AVAILABLE DATA —
╭──

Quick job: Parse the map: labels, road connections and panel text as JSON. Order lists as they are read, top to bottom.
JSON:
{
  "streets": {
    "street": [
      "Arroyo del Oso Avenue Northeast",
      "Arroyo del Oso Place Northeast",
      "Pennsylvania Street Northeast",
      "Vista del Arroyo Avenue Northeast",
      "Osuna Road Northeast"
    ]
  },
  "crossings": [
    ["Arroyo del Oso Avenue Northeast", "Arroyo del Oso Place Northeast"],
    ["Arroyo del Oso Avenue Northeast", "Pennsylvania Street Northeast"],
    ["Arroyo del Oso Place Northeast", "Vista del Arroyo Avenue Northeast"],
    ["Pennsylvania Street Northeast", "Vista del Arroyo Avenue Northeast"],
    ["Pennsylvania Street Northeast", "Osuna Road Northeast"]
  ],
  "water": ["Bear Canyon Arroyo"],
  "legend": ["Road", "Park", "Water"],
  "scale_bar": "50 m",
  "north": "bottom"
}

╰──
╭──

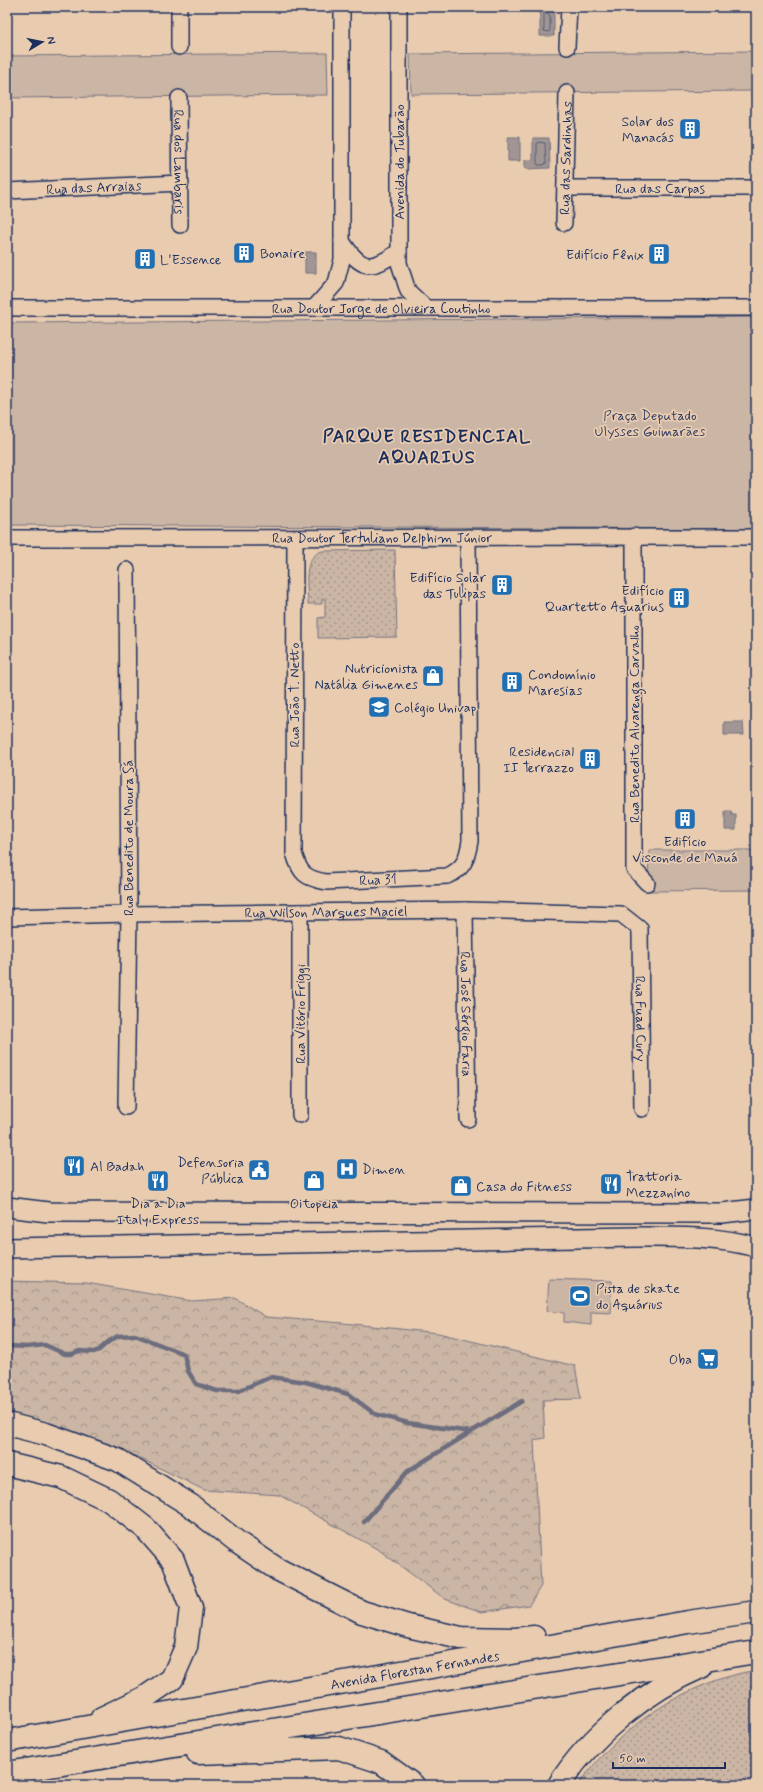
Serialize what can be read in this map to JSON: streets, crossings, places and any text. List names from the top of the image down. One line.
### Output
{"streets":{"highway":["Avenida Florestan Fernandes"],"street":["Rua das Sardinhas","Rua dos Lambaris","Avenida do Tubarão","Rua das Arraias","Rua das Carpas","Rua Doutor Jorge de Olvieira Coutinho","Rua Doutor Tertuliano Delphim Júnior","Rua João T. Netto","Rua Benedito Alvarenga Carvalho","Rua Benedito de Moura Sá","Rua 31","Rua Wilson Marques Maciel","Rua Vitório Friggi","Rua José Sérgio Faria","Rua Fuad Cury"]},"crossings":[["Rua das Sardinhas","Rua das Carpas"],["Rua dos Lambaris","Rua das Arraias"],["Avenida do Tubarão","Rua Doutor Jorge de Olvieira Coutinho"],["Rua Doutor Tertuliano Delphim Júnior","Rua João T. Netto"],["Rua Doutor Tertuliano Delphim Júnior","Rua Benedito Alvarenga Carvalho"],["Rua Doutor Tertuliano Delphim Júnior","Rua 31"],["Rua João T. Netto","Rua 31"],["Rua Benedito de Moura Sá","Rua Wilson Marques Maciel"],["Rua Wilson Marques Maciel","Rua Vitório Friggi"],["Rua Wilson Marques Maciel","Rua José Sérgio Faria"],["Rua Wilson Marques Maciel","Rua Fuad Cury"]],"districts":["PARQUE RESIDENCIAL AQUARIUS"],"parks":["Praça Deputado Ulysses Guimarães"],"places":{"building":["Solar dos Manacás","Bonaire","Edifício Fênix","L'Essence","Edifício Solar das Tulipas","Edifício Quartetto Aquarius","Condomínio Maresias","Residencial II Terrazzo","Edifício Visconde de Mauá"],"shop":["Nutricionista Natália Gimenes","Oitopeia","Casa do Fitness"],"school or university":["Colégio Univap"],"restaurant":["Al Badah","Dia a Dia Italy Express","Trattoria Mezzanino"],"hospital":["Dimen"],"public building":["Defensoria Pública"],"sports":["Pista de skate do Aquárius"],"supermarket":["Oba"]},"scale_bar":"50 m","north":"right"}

╰──

WORK INSTRUCTION —
Your answer should be every line above that contains the word "read".

RESPONSE TO THE TASK —
Quick job: Parse the map: labels, road connections and panel text as JSON. Order lists as they are read, top to bottom.
Serialize what can be read in this map to JSON: streets, crossings, places and any text. List names from the top of the image down. One line.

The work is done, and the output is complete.